5 points by madman2890 2 days ago · 2 comments · 2 min read


Even in 2026, most of the work in tabular predictive AI still has very little to do with the model itself. Whether you're using CatBoost, XGBoost, or newer tabular foundation models like TabPFN, the .fit() step is usually the smallest part of the workflow.

The real time sink is everything before that. Most real-world predictive problems live across many relational tables. So the majority of the work ends up being:

• Discovering which tables are actually relevant

• Understanding foreign keys and entity relationships

• Figuring out cardinality (1:1, 1:N, N:M)

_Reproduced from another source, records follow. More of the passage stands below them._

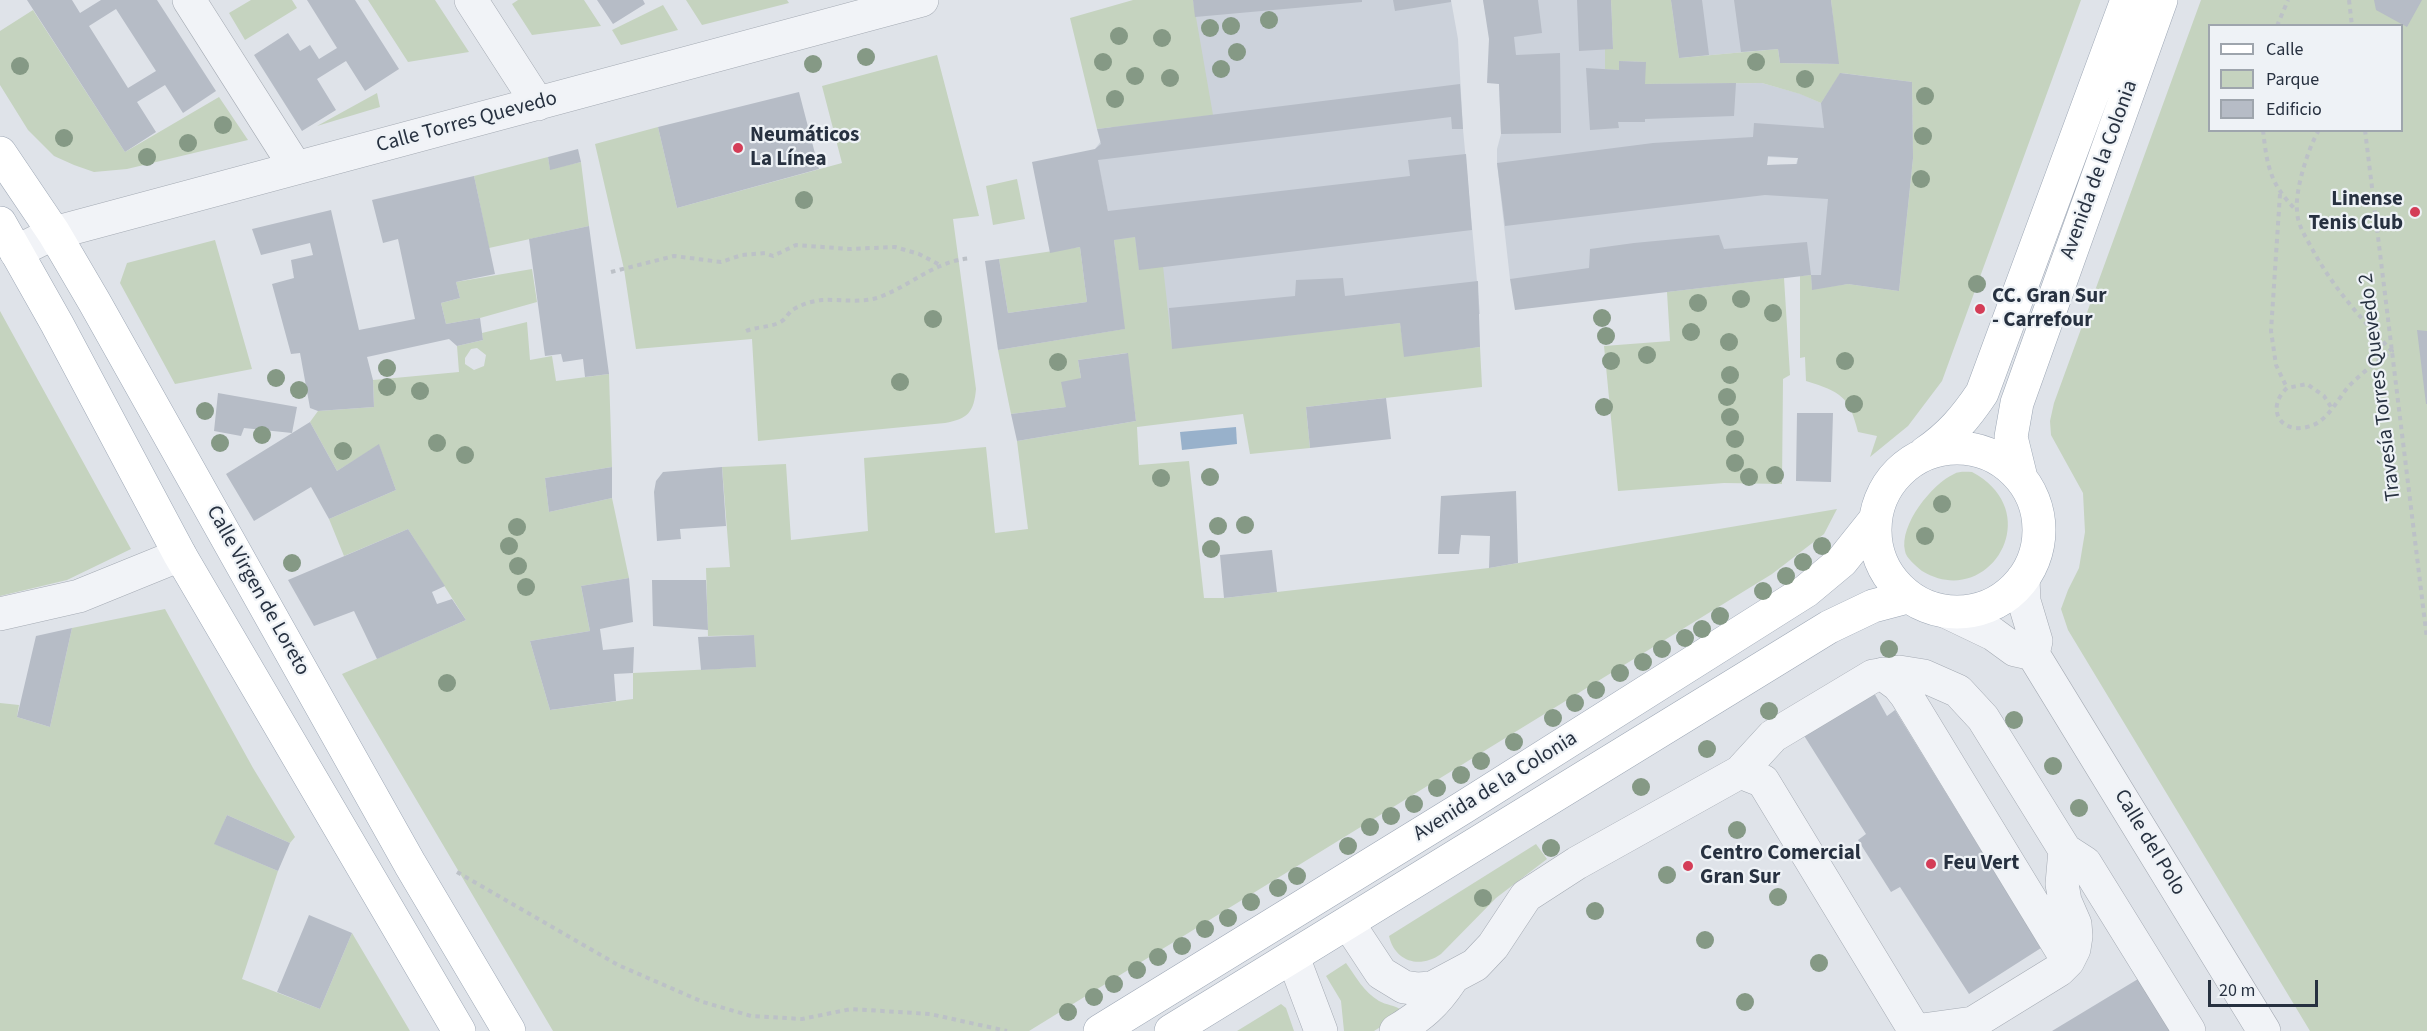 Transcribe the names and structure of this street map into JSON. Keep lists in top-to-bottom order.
{
  "streets": {
    "main road": ["Avenida de la Colonia", "Calle Virgen de Loreto"],
    "street": ["Calle Torres Quevedo", "Calle del Polo"],
    "path": ["Travesía Torres Quevedo 2"]
  },
  "crossings": [
    ["Calle Torres Quevedo", "Calle Virgen de Loreto"],
    ["Avenida de la Colonia", "Calle del Polo"]
  ],
  "places": [
    "Neumáticos La Línea",
    "Linense Tenis Club",
    "CC. Gran Sur - Carrefour",
    "Feu Vert",
    "Centro Comercial Gran Sur"
  ],
  "legend": ["Calle", "Parque", "Edificio"],
  "scale_bar": "20 m"
} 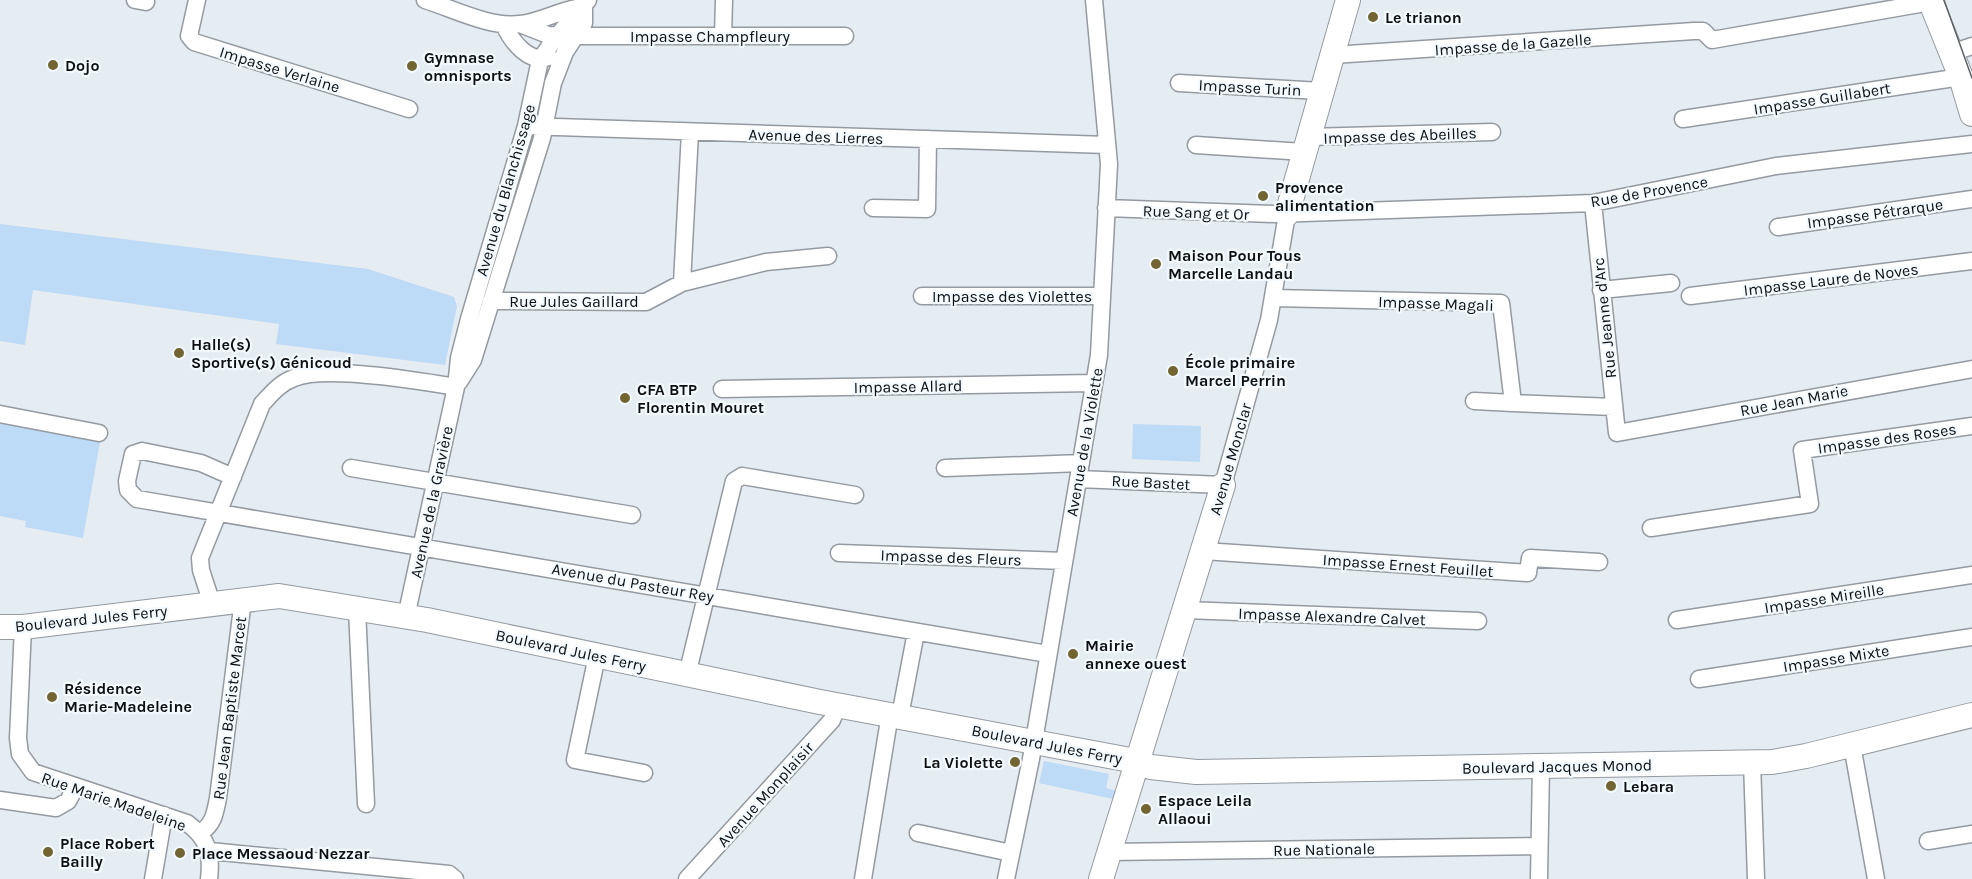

• Aggregating child tables into meaningful features

• Handling time windows and leakage

• Integrating everything into a single training table

Only after all of that can you actually train the model. In many projects, 80–90% of the effort is spent on data discovery and multi-table aggregation, while the modeling step itself takes minutes.

Tabular foundation models reduce the amount of tuning required, but they don’t remove the fundamental need to collapse relational data into a single learning table. The bottleneck in tabular AI has always been the data graph, not the model.

Graphreduce is a project I've been incrementally building for a few years that addresses the real problem in tabular predictive AI: data prep

https://wesmadrigal.github.io/GraphReduce/

amazonbezos 2 days ago

This is definitely where most of the time is spent - very cool!